Another type of psalm, based on the form in which the writer set it rather than on the subject matter, is the acrostic. In these each verse, or group of verses in the case of Psalm 119, begins with the succeeding letter of the Hebrew alphabet. The psalmists adopted this style so the Israelites could memorize and remember the psalm easily. The acrostic psalms are these: 9, 10, 25, 34, 37, 111, 112, 119, and 145.17
The Book of Psalms is an inspired collection of Hebrew poems intended for use in worship. Spirit directed compilers put them in their present order for several reasons including authorship and affinity of ideas. The compilers did not organize them in the order in which the psalmist wrote them. Each psalm is the expression of one writer who responded to God in the light of his particular circumstances when he wrote. Consequently there is no argument or progression of thought as the reader makes his or her way through the book.
The subject of the Book of Psalms is worship. Worship is the act of offering to God what is due Him because of who He is. The Hebrew word translated "worship" (shachah) means to bow oneself down or to do obeisance.
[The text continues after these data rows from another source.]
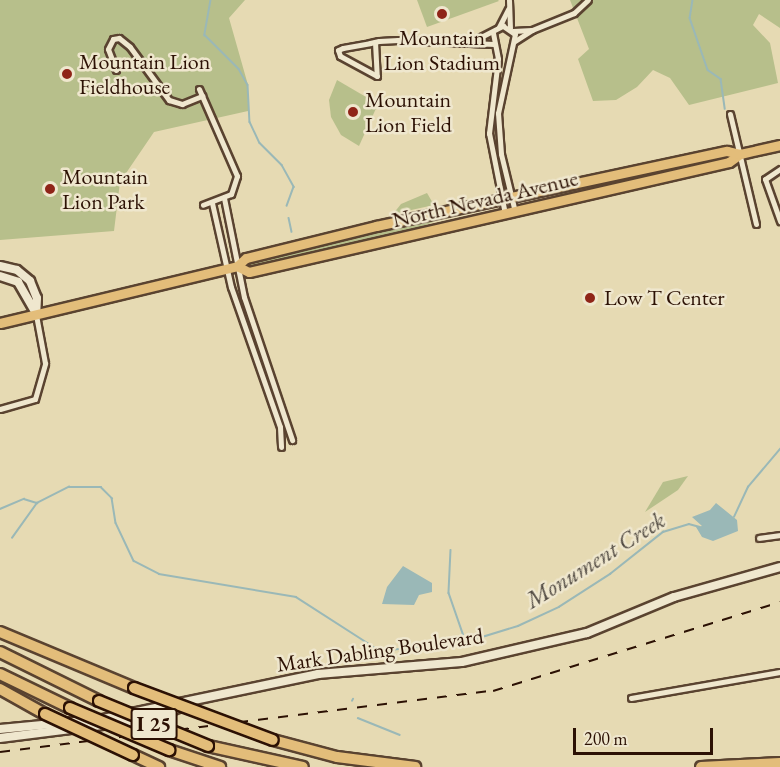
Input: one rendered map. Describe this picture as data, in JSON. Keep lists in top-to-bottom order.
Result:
{
  "streets": {
    "highway": ["I 25"],
    "main road": ["North Nevada Avenue"],
    "street": ["Mark Dabling Boulevard"]
  },
  "water": ["Monument Creek"],
  "places": [
    "Mountain Lion Stadium",
    "Mountain Lion Fieldhouse",
    "Mountain Lion Field",
    "Mountain Lion Park",
    "Low T Center"
  ],
  "scale_bar": "200 m"
}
The psalmists used it to describe prostration before God or some angel or another human being. It pictures an attitude of submission to a superior person. This word occurs only 15 times in Psalms with God as the object, but the idea of worshipping God is present in every psalm.
In these 15 passages the psalmists referred to God as Yahweh, Elohim, or Adonai. Those worshipping Him are individuals, kings, nations, and all the earth. His temple (Israel's central sanctuary) and His holy hill (Mt. Zion) were the central places of worship. Fear, holiness, and joy are the primary attitudes prominent in this worship.
God's people throughout history have loved the Psalter. There are a number of reasons for its popularity. First, it is a collection of songs that arise out of experiences with which we can all identify. It is very difficult to find any circumstance in life that does not find expression in some psalm or another. Some arose out of prosperity, others out of adversity. Some psalms deal with holiness, and others with sinfulness. Some are laments that bewail the worst of situations whereas others are triumphant hymns of joy and thanksgiving. Some look back to the past while others look forward to the future.
The psalms are great because their writers composed them out of their most profound experiences. Great poetry arises out of great living. "Out of the abundance of the heart the mouth speaks" (Matt. 12:34). They are also great because the writers brought these profound experiences into God's presence. They show how people behave when they are conscious of God, the only truly realistic way to live. Therefore the permanent value of the psalms lies in their revelation of worship.
First, the Psalter reveals the person of God who is the object of worship. The primary revelation of God's character in the psalms is His names. The writers employed dozens of titles and figures of speech to describe God, but the three names of God that they used most are Yahweh, Elohim, and Adonai. When we understand these names alone we will want to worship God.
The name Yahweh captures the essential being of God. He is who He is (Exod. 3:14). This name occurs more often than any other in the psalms. Essentially it means that God is the eternally self-existent Person who becomes all that His people need. God's being is never the subject of debate in the psalms. The writers assumed His existence. As Yahweh God is always an adequate resource for whatever His people need whenever they have needs. That is because the Name Yahweh describes God in covenant relationship with His people. Translators normally render it LORD in English translations. Psalm 139 is perhaps the greatest exposition of the essential being of God, and Psalm 23 the chief revelation of His becoming all His people need.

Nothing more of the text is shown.